Prompt Engineering: The ReAct Pattern

Learn the ReAct pattern, a prompting technique that combines reasoning and action to build effective tool-using LLM agents.

·4 min read · By Codeloom
Intermediate 10 min read

What you'll learn

  • What ReAct is and why it works
  • The Thought-Action-Observation loop
  • How to write a ReAct prompt
  • When ReAct beats plain chain-of-thought
  • Common pitfalls and how to fix them

Prerequisites

  • Familiar with APIs
  • Basic prompting

What and Why

ReAct stands for “Reasoning and Acting.” It is a prompting pattern introduced in a 2022 paper that interleaves natural language reasoning with concrete tool calls.
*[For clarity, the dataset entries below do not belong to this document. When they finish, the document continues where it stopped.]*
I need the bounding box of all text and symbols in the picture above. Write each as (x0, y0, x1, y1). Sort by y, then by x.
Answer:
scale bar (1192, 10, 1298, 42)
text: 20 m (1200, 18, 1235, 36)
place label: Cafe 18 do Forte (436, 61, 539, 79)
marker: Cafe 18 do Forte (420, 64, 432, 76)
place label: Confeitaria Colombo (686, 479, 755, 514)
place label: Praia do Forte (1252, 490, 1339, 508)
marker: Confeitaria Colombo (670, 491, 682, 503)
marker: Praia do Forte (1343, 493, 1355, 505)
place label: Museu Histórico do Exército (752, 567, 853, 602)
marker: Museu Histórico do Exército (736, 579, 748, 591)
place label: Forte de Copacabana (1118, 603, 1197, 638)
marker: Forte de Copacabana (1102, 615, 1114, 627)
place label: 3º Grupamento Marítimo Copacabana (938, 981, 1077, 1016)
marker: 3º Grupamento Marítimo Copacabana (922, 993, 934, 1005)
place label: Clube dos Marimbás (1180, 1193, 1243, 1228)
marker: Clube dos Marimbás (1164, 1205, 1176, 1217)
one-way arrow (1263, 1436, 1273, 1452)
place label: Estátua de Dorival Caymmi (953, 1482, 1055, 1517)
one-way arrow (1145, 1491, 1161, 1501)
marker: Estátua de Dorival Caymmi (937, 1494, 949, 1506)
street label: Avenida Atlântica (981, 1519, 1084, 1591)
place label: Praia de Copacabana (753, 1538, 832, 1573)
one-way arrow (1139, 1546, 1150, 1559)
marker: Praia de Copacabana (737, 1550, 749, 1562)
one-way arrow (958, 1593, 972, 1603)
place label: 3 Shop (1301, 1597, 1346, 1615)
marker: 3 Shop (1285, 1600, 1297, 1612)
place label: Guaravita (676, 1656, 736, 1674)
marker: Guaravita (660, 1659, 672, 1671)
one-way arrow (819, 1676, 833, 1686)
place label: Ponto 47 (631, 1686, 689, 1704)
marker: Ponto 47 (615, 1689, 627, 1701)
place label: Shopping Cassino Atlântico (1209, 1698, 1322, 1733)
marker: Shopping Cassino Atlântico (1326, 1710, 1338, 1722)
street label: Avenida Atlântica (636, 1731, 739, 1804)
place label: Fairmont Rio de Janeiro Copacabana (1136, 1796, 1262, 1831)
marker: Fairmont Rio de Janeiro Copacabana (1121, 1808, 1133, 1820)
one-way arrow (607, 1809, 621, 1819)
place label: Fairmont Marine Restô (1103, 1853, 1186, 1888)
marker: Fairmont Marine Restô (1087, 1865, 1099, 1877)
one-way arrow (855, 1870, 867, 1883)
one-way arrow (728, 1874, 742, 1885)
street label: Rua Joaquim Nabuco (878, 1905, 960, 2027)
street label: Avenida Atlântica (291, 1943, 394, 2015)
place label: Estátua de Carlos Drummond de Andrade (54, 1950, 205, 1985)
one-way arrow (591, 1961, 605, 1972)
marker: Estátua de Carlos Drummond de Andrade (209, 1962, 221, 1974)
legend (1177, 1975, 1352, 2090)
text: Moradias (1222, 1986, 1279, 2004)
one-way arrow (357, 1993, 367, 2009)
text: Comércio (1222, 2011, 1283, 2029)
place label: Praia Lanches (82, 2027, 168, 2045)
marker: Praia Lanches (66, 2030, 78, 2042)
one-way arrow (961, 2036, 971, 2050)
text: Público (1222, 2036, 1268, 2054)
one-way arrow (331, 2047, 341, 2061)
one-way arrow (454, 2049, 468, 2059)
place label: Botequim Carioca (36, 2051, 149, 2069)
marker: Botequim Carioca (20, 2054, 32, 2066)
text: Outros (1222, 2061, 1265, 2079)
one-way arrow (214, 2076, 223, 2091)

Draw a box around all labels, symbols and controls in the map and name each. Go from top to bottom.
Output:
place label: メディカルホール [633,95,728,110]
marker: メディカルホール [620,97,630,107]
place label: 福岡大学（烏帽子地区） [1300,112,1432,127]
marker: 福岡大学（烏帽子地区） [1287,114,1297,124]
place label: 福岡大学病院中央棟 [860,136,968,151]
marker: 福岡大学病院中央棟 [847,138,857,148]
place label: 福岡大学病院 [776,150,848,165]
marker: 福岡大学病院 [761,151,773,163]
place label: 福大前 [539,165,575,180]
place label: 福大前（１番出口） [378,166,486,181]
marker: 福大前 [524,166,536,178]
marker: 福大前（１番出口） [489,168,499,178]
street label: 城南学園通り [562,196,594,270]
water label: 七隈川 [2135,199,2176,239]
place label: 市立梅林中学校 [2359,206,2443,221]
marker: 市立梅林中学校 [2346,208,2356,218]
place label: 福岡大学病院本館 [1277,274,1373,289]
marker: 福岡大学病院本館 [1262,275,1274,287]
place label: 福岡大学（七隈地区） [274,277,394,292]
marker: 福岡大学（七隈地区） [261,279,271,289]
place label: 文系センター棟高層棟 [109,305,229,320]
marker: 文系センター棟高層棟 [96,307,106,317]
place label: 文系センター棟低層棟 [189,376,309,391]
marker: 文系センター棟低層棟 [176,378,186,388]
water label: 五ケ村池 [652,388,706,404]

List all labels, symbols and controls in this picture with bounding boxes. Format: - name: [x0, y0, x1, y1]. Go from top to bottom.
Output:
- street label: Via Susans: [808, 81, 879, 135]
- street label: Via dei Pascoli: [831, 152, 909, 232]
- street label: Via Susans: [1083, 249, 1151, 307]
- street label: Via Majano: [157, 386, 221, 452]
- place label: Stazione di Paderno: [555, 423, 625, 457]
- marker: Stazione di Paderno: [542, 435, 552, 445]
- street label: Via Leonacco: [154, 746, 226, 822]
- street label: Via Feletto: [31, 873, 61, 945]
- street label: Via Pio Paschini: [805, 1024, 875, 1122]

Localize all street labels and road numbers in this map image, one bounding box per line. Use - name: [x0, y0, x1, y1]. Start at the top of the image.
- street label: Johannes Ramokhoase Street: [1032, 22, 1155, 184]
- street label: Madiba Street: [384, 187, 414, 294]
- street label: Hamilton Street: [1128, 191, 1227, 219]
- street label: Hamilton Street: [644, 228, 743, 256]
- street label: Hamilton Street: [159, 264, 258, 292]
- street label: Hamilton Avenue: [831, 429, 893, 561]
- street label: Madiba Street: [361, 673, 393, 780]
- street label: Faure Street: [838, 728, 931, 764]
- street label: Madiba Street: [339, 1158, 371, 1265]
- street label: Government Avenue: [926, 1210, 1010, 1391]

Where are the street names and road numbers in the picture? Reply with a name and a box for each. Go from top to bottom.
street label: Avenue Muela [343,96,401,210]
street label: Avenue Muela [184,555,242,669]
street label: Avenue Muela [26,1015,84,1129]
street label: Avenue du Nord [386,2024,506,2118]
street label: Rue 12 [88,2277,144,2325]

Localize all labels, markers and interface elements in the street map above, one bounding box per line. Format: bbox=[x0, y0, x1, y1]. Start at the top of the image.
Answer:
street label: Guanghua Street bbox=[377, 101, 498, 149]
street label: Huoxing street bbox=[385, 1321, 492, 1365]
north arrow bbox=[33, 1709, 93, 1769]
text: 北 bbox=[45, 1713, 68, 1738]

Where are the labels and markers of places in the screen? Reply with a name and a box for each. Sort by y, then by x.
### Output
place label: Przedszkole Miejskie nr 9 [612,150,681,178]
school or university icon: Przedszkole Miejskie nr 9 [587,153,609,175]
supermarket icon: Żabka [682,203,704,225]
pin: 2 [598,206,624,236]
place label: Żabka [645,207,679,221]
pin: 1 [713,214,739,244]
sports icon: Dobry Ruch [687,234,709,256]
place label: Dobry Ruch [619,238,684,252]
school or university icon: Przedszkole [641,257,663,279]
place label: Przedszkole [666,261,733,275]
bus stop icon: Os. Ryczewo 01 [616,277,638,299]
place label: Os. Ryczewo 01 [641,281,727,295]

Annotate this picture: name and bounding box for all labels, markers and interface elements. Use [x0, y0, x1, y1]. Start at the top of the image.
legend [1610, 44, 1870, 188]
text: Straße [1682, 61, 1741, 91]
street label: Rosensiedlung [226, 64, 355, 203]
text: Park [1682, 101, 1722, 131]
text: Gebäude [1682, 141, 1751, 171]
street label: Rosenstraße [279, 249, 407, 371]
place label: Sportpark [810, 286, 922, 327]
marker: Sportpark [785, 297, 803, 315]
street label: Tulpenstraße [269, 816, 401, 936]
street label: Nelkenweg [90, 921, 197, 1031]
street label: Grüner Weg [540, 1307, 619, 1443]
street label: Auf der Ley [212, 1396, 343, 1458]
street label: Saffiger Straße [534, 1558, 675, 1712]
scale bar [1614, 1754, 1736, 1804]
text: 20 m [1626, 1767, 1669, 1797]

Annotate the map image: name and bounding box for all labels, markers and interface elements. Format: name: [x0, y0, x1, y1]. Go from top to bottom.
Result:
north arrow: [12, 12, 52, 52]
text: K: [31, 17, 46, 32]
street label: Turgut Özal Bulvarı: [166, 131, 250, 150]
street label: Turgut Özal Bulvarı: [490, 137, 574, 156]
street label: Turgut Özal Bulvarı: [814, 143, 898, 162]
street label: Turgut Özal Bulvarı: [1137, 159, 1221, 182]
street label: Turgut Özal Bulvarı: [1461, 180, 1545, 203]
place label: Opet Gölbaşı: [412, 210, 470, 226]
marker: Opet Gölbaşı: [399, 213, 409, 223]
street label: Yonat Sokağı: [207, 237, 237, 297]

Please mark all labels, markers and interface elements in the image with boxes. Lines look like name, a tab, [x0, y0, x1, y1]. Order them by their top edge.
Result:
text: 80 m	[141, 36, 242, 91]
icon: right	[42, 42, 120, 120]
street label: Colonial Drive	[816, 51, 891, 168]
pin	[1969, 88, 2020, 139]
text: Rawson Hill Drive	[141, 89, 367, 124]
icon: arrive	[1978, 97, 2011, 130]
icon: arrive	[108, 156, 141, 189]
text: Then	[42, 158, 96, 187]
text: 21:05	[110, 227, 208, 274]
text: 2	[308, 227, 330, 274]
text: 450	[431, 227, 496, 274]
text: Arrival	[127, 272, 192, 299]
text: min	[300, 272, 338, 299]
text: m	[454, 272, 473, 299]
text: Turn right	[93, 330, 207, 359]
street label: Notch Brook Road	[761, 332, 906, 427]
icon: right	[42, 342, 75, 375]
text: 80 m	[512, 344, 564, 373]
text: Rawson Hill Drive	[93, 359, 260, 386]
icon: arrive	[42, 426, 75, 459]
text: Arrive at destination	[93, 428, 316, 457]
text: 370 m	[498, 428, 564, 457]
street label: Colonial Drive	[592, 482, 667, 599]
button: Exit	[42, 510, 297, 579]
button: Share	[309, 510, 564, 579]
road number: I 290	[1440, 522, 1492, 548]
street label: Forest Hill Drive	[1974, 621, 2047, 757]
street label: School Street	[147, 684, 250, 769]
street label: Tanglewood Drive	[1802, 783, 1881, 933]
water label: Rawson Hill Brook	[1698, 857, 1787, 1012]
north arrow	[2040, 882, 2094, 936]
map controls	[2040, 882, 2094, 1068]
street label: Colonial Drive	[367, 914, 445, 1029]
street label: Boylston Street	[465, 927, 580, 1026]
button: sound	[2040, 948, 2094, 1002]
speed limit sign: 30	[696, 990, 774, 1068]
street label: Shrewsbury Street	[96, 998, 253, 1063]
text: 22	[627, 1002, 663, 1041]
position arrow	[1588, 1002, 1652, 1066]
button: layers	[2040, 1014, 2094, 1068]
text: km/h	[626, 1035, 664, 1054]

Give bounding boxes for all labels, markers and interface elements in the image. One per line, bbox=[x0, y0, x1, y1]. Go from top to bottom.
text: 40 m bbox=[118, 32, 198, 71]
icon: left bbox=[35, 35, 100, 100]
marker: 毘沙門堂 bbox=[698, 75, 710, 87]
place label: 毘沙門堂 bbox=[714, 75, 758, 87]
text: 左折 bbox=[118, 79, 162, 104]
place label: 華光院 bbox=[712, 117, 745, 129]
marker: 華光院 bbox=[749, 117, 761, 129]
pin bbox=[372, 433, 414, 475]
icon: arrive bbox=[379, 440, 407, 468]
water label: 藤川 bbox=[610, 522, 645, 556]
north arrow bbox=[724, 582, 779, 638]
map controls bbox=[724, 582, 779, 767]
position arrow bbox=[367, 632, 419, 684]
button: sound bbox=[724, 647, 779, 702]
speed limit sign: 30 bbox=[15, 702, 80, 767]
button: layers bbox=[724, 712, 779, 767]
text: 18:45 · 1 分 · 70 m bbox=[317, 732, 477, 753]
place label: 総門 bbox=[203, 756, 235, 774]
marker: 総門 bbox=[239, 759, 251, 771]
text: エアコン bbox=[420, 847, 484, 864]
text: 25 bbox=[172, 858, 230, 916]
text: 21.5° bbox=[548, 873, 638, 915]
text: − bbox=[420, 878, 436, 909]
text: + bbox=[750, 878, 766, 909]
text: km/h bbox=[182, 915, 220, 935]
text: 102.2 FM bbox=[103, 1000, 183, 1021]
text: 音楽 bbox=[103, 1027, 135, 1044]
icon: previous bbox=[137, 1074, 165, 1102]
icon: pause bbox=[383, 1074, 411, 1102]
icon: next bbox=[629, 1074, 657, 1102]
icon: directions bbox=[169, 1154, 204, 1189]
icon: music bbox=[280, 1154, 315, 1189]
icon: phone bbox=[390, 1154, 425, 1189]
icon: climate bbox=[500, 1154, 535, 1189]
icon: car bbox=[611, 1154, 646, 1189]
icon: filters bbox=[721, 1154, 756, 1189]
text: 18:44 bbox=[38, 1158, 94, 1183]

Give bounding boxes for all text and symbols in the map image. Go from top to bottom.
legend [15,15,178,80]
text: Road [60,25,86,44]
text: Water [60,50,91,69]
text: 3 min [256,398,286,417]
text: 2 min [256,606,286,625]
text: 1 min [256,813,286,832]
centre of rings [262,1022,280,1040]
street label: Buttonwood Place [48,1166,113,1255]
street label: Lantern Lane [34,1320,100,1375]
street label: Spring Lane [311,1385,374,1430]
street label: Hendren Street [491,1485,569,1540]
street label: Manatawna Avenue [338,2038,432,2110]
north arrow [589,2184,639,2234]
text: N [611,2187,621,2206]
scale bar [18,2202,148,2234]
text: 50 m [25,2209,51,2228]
Instead of asking the model to either think silently or just call a tool, ReAct asks it to alternate between thinking out loud and acting on the world, observing the result, and thinking again.

The pattern works because it gives the model a structured way to plan, use external information, and self-correct. Plain chain-of-thought is great for closed problems but fails when the answer requires fresh data, computation, or a system query. ReAct lets the model reach outside its weights without losing its train of thought.

Mental Model

Think of a person solving a crossword with a dictionary on the table. They look at a clue, mutter a guess (thought), reach for the dictionary to check a word (action), read the entry (observation), and update their guess. Repeat until done. The thinking and the looking-up are interleaved, not separated.

ReAct codifies this into a transcript the LLM produces: Thought: ... Action: tool(args) Observation: ... repeating until a Final Answer.

Hands-on Example

Here is a minimal ReAct prompt for an agent with two tools, search and calculator:

You have access to:
- search(query): web search
- calc(expression): math

Use this format:
Thought: reason about what to do
Action: tool_name(args)
Observation: tool result
... (repeat) ...
Thought: I now know the answer
Final Answer: ...

Question: What is the population of Tokyo divided by the population of Paris?

A typical model trace looks like:

Thought: I need both populations.
Action: search("population of Tokyo 2025")
Observation: ~13.96 million
Thought: Now Paris.
Action: search("population of Paris 2025")
Observation: ~2.10 million
Thought: Divide.
Action: calc("13.96 / 2.10")
Observation: 6.65
Final Answer: About 6.65.

+--------+
| Thought|<-----+
+--------+      |
     |          |
     v          |
+--------+      |
| Action |      |
+--------+      |
     |          |
     v          |
+--------+      |
| Observ.|------+
+--------+
     |
     v
Final Answer
The ReAct loop: thought, action, observation, repeat

In code, you parse each model output for Action:, execute the tool, paste the result as Observation:, and continue generating. Most agent frameworks (LangChain agents, LlamaIndex) implement this loop for you.

Trade-offs

ReAct is more expensive than plain prompting. Each loop is a model call, and tool calls add their own latency. Five iterations can easily mean a 10-second response. It also produces a lot of tokens you do not show to the user, so cost climbs.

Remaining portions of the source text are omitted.